Four acrobats of mass 61.0 kg, 68.0 kg, 62.0 kg, and 55.0 kg form a human tower, with each acrobat standing on the shoulders of another acrobat. The 61.0-kg acrobat is at the bottom of the tower.
If the area of each of the 61.0-kg acrobat's shoes is 370 cm2, what average pressure (not including atmospheric pressure) does the column of acrobats exert on the floor?
I already found the normal force to be 2410.5, which is correct.
To find the average pressure exerted by the column of acrobats on the floor, we can use the formula:
Pressure = Force/Area.
In this case, the force we need to calculate is the total weight of all the acrobats, since weight is the force exerted due to gravitational pull.
To find the weight, we can use the formula:
Weight = mass x gravity.
The mass given for each acrobat is 61.0 kg, 68.0 kg, 62.0 kg, and 55.0 kg. Since they are standing on top of one another, we can add up their masses to find the total mass of the column.

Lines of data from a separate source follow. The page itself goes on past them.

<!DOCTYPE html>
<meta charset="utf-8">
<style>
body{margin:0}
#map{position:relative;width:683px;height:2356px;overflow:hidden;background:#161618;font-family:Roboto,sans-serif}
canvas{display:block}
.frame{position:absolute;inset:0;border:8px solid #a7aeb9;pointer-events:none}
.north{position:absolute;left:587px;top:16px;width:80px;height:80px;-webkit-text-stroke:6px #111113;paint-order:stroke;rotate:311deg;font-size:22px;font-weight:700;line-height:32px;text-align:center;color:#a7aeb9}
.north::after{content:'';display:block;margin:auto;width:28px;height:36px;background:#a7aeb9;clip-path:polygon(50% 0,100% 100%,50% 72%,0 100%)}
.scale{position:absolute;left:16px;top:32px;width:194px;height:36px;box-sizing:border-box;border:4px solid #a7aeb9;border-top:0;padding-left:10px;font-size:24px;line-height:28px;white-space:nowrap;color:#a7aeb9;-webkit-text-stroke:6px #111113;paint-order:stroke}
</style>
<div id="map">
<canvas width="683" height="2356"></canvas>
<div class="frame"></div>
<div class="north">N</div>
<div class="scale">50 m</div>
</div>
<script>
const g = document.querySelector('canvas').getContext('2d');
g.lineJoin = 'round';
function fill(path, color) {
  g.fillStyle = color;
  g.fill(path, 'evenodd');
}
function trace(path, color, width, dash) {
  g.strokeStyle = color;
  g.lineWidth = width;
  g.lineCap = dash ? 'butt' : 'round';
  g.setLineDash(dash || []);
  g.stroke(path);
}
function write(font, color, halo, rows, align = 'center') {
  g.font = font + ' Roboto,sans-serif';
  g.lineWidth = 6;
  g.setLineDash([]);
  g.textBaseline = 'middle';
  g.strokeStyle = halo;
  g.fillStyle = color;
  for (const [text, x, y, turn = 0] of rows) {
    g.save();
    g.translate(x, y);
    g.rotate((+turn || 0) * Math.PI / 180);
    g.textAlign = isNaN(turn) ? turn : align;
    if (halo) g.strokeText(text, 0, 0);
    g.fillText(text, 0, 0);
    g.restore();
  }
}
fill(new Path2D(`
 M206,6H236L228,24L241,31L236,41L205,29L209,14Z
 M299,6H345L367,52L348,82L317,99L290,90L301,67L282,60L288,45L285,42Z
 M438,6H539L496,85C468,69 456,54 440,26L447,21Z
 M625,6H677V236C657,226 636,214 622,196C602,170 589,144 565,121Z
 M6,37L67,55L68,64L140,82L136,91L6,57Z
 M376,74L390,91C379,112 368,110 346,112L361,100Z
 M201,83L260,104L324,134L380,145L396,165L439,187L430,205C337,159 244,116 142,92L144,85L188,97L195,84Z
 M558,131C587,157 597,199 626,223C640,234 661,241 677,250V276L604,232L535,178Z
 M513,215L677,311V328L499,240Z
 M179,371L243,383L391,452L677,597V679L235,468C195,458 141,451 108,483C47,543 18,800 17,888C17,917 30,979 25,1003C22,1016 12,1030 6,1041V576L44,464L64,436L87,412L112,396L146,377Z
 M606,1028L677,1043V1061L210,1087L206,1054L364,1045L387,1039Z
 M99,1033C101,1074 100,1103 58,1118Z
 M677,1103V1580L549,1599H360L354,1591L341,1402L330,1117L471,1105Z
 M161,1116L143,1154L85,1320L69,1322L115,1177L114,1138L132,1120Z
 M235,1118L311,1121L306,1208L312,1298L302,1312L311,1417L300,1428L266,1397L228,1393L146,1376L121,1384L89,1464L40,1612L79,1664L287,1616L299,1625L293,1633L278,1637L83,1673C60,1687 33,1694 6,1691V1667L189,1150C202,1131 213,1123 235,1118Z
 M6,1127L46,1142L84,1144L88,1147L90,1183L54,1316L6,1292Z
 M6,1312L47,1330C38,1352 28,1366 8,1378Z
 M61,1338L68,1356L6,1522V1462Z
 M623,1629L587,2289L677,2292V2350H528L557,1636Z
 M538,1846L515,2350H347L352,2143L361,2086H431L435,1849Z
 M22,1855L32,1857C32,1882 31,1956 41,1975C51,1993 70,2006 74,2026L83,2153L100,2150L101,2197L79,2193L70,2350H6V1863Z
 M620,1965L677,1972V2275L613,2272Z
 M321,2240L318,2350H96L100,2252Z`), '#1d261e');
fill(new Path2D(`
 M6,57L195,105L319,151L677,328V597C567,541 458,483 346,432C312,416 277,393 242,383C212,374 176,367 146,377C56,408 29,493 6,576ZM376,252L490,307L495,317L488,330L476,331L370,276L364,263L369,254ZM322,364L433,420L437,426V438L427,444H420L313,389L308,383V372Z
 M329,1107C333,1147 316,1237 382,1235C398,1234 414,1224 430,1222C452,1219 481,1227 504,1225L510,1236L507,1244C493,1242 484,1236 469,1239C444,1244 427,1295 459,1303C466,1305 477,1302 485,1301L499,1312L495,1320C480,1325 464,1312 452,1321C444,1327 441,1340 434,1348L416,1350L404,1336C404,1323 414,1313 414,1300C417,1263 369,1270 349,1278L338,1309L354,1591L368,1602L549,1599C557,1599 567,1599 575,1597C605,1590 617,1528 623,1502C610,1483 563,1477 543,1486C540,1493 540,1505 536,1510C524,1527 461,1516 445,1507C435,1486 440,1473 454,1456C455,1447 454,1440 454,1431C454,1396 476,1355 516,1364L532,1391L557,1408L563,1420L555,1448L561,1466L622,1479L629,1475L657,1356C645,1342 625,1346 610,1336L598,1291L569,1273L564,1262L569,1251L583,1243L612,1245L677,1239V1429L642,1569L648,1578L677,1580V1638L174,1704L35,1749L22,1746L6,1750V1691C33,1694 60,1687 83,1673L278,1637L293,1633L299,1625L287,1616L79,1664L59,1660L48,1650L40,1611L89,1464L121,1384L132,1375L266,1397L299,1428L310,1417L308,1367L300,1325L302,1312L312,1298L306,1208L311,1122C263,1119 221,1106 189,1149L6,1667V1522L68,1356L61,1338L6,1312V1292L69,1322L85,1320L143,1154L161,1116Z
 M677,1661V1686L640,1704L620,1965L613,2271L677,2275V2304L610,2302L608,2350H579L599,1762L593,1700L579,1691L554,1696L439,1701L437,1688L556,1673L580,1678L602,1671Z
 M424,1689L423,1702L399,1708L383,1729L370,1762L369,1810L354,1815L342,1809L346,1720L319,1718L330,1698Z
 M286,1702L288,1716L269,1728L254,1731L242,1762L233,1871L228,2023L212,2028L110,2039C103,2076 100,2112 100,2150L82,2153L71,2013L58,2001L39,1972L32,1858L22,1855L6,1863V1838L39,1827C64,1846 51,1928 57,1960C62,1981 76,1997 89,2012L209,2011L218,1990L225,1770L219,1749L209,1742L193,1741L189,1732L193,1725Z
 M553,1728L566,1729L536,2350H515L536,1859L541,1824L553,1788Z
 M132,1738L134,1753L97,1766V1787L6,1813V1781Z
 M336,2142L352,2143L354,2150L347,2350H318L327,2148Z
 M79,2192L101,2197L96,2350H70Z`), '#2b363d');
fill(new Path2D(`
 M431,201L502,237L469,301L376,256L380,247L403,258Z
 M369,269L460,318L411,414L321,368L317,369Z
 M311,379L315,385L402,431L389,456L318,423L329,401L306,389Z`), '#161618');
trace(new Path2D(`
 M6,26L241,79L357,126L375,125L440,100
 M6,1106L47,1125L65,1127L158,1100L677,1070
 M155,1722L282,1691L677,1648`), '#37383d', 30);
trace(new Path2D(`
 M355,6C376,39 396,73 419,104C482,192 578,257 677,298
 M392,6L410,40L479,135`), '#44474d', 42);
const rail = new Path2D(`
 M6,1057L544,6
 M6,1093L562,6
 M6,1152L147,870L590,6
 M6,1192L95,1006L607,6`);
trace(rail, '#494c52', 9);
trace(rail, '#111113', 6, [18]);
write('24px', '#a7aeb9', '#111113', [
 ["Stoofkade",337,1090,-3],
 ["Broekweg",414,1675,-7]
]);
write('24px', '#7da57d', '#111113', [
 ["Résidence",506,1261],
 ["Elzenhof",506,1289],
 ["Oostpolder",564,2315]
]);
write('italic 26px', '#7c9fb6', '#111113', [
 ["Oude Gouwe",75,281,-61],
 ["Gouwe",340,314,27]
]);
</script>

Total mass = 61.0 kg + 68.0 kg + 62.0 kg + 55.0 kg.
Now we can calculate the total weight of the column by multiplying the total mass by the acceleration due to gravity, which is approximately 9.8 m/s^2.

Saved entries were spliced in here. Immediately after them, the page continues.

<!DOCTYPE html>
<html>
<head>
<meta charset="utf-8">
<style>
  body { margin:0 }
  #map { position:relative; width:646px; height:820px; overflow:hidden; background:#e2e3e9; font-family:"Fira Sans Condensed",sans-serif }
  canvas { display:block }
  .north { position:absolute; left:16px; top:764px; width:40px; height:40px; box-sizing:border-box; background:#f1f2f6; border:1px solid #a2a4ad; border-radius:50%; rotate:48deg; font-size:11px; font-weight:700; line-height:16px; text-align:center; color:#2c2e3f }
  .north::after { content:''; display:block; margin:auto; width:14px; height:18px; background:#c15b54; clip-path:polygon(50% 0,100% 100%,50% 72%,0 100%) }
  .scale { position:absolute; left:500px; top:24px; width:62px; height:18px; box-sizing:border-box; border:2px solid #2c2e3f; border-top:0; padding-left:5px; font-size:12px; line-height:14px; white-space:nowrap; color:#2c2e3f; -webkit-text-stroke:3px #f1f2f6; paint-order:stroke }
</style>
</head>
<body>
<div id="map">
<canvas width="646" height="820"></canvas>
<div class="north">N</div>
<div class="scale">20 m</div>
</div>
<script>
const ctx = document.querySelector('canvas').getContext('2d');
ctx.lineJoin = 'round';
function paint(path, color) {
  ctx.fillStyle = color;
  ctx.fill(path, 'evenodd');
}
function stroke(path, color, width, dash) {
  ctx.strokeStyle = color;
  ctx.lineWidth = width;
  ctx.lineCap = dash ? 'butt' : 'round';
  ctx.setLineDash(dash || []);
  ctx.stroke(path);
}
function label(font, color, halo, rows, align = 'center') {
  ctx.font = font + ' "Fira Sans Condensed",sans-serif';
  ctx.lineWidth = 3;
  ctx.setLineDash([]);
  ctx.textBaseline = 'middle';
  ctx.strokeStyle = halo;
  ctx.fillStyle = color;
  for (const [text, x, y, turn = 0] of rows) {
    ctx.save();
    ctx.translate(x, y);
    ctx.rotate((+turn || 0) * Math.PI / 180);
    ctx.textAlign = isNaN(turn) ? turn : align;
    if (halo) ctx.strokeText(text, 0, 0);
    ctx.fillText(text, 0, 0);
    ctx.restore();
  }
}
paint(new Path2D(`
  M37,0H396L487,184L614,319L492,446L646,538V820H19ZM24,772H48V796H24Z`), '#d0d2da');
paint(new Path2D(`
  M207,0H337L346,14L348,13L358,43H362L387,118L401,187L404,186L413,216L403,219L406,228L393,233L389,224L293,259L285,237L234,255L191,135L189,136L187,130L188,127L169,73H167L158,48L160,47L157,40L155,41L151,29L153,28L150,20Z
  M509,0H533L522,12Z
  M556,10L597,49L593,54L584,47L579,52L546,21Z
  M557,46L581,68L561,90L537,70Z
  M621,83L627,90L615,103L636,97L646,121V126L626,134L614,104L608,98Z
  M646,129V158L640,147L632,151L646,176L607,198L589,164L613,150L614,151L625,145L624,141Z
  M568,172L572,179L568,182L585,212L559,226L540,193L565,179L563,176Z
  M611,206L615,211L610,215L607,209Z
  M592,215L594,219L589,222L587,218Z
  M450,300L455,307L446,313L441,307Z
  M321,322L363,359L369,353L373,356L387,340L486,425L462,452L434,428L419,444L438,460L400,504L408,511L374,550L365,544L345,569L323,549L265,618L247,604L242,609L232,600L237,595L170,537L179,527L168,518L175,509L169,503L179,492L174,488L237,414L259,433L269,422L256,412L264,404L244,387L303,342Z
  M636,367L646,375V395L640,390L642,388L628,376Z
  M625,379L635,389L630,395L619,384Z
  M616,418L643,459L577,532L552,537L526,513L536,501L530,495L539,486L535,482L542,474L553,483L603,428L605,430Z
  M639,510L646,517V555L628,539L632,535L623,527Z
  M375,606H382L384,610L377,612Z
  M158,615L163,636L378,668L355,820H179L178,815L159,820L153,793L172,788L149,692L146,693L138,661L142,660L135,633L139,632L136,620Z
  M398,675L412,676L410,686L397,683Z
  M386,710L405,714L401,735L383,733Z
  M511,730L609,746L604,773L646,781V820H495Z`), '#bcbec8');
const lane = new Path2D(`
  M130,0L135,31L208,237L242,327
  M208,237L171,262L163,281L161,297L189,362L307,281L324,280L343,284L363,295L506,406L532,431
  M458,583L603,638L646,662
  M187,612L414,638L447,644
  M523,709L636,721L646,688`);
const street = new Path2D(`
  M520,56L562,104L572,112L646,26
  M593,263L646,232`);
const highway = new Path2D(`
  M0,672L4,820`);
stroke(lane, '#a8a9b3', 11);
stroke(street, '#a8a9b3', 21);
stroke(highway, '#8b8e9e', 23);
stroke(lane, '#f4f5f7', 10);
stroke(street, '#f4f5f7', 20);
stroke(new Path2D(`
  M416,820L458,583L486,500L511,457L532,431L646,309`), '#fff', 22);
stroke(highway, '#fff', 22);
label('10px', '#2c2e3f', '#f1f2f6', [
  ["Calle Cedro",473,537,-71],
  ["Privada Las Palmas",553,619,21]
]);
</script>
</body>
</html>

Total weight = (61.0 kg + 68.0 kg + 62.0 kg + 55.0 kg) x 9.8 m/s^2.
Once you find the total weight, you already know the area of the acrobat's shoes (370 cm^2), which you can convert to square meters (m^2) by dividing by 10,000 (since 1 m^2 = 10,000 cm^2).
Now you can plug the values into the formula for pressure:
Pressure = Total weight / Area.
Calculate the pressure to find the average pressure exerted by the column of acrobats on the floor, not including atmospheric pressure.